# I`ve burned my tortoises eyes !



## Bee62 (Feb 21, 2020)

Hello, I want to share with you a bad experience with UVB & UVA light and tortoises eyes.

I bought 2 new Arcadia D3 bulbs ( no coil bulbs ) to give my tortoises enough UVB. Unfortunately I have no UV meter yet but it is on my list to buy next. I have to explain that my tortoises are young and living indoors in a close enclosure. I screwed 4 wooden vievariums together to one big enclosure.
The basking spot of the tortoises which they like most is in a smaller, lower part of the enclosure. In think the bulbs must have been too low above the tortoises. It was not too hot under the basking spot and the tortoises spend much time under the new basking bulbs. After a week I recognized that one of my torts developed a weird thing on her eye.
First I thought that she`s got a bacterial infection but nothing has changed in the enclosure or with the torts, except of the new bulbs !
I put out the new bulbs immediately ! That was 2 weeks ago. The eye of my tortoise is looking much better now. I think it is healing but it needs time. I think that UVB and UVA rays have burned the eye of the tort.
I want to share this experience with you to prevent other tortoise owners making the same mistake like me. The new bulbs had been approximately 7 inch over the tortoises shell. Now I know that the distance was much to short just for new bulbs !
Btw: The tortoise was all the time alert and good eating. Behaves totally normal.
Pictures following:
This is the "burned" eye.





and two weeks later the eye looks much better but healing needs time. The swelling is much better and it is not so red like before


----------



## Randy Micheals (Feb 21, 2020)

Wow poor guy! Thanks for the info, looks like its healing nicely.


----------



## Toddrickfl1 (Feb 21, 2020)

Wow glad you caught it. I had a problem with a UVB bulb when I first got my tort too. Things like this is why I chose not to use artificial UVB. I'm lucky enough to live somewhere my torts can get natural sunlight most of the time.


----------



## TammyJ (Feb 21, 2020)

Thank you for letting us know what can happen with the wrong bulbs! There was another thread here where it was pointed out how very strong some of these lights can be....stronger than direct sunlight! Hope your little guy completely heals.


----------



## MichiganMan (Feb 21, 2020)

Was it an Arcadia D3 long tube bulb or a light bulb? Never heard of the tube bulbs causing problems but at 7in away it could cause harm. That's why a solarmeter 6.5r is a handy tool to have.


----------



## Tom (Feb 21, 2020)

Wow Bee! I'm surprised this happened to you. If these are the Arcadia 12% HO tubes, they need to be at least 20 inches (50cm) away, and they are still so strong that I only run them for about 3 hours mid day. At 20" I get a UVI reading of about 7 on my Solarmeter 6.5. Mid day summer sun here is only about 7. In mid winter I'm lucky to get a reading of 2 or 3 in full mid day sun. At 7 inches away, I bet it was putting out A UVI of 20 or more... Ouch.

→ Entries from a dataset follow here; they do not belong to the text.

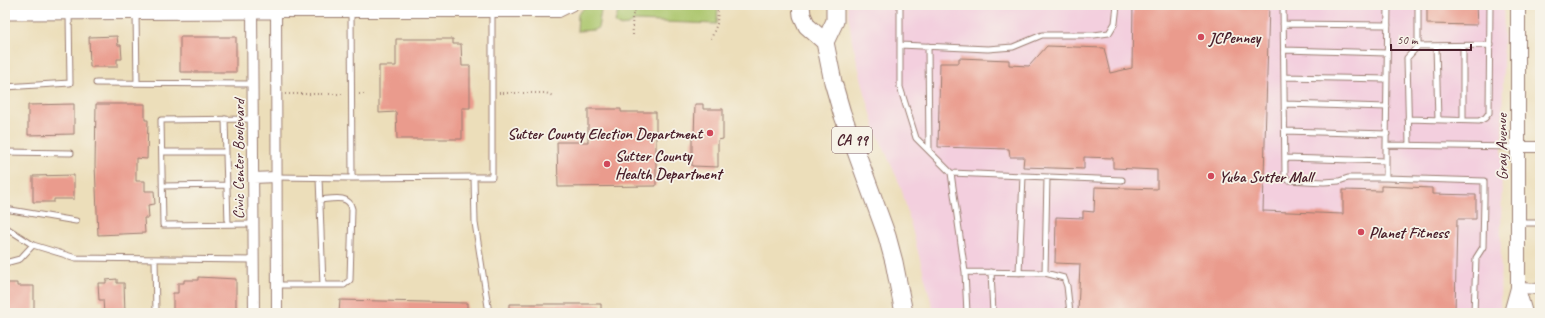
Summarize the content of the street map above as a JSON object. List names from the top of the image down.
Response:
{
  "streets": {
    "highway": ["CA 99"],
    "main road": ["Gray Avenue"],
    "street": ["Civic Center Boulevard"]
  },
  "places": [
    "JCPenney",
    "Sutter County Election Department",
    "Sutter County Health Department",
    "Yuba Sutter Mall",
    "Planet Fitness"
  ],
  "scale_bar": "50 m"
}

Live and learn. Thanks for sharing this experience. I hope others learn from your example.


----------



## ZEROPILOT (Feb 21, 2020)

Sabine, is this from a tube UVB or one of those MVB bulbs that put out UVA, UVB and heat?
If so, I recently posted about that type bulb that one put out a UVB reading of 4 and the other put out 43!
I do hope that recovery will be swift. But those MVB bulbs are just not good.
Thanks for this post


----------



## Bee62 (Feb 21, 2020)

Randy Micheals said:


> Wow poor guy! Thanks for the info, looks like its healing nicely.


I hope so. Looks like it is healing well.


----------



## Bee62 (Feb 21, 2020)

Toddrickfl1 said:


> Wow glad you caught it. I had a problem with a UVB bulb when I first got my tort too. Things like this is why I chose not to use artificial UVB. I'm lucky enough to live somewhere my torts can get natural sunlight most of the time.

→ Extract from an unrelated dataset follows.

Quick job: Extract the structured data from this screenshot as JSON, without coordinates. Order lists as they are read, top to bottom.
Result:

Lucky you are that your torts get enough natural sunlight. I will never make such a mistake with artificial UVB again !


----------



## Bee62 (Feb 21, 2020)

TammyJ said:


> Thank you for letting us know what can happen with the wrong bulbs! There was another thread here where it was pointed out how very strong some of these lights can be....stronger than direct sunlight! Hope your little guy completely heals.


I have read the other thread too and left a link there to my thread. Hopefully the eye will completetely recover.


----------



## Bee62 (Feb 21, 2020)

MichiganMan said:


> Was it an Arcadia D3 long tube bulb or a light bulb? Never heard of the tube bulbs causing problems but at 7in away it could cause harm. That's why a solarmeter 6.5r is a handy tool to have.


It was an Arcadia D3 bulb for UVB visible light and heat. This one:










Arcadia D3 UV Basking Lampe


Die D3 UV Basking Lamp von Arcadia ist ein typischer UV-Strahler. Diese Lampe sorgt sowohl für ausreichend UV-Strahlung sowie für helles,…




www.terraristikshop.net





The solarmeter is the next purchase.


----------



## ZEROPILOT (Feb 21, 2020)

Bee62 said:


> It was an Arcadia D3 bulb for UVB visible light and heat. This one:
> 
> 
> 
> ...


That's the one!
Those bulbs are EVIL!
Those are the ones I purchased for my chameleons.
Garbage.


----------



## Bee62 (Feb 21, 2020)

Tom said:


> Wow Bee! I'm surprised this happened to you. If these are the Arcadia 12% HO tubes, they need to be at least 20 inches (50cm) away, and they are still so strong that I only run them for about 3 hours mid day. At 20" I get a UVI reading of about 7 on my Solarmeter 6.5. Mid day summer sun here is only about 7. In mid winter I'm lucky to get a reading of 2 or 3 in full mid day sun. At 7 inches away, I bet it was putting out A UVI of 20 or more... Ouch.
> 
> Live and learn. Thanks for sharing this experience. I hope others learn from your example.


Sorry Tom that it happens to me. I am sorry for my tort too ! But I am glad that with the knowledge I`ve got from TFO I was able to notice the problem and react immediately. Learn and live is a good device. Hopefully others make not the same mistake like me.


----------



## Bee62 (Feb 21, 2020)

ZEROPILOT said:


> That's the one!
> Those bulbs are EVIL!
> Those are the ones I purchased for my chameleons.
> Garbage.


 I am using these bulbs for all my tortoises and never had any problems when the bulb is not too close to the tortoise. It was my fault to put these bulbs in the lower enclosure too close to the tortoises. But I read that the Arcadia long tubes are much better. I will change the bulbs and use the long tubes. What have the bulbs done to your chameleons ?


----------



## Bee62 (Feb 21, 2020)

ZEROPILOT said:


> Sabine, is this from a tube UVB or one of those MVB bulbs that put out UVA, UVB and heat?
> If so, I recently posted about that type bulb that one put out a UVB reading of 4 and the other put out 43!
> I do hope that recovery will be swift. But those MVB bulbs are just not good.
> Thanks for this post


Wow 43 ? That is much too much. I see I need quick a solarmeter.


----------



## ZEROPILOT (Feb 21, 2020)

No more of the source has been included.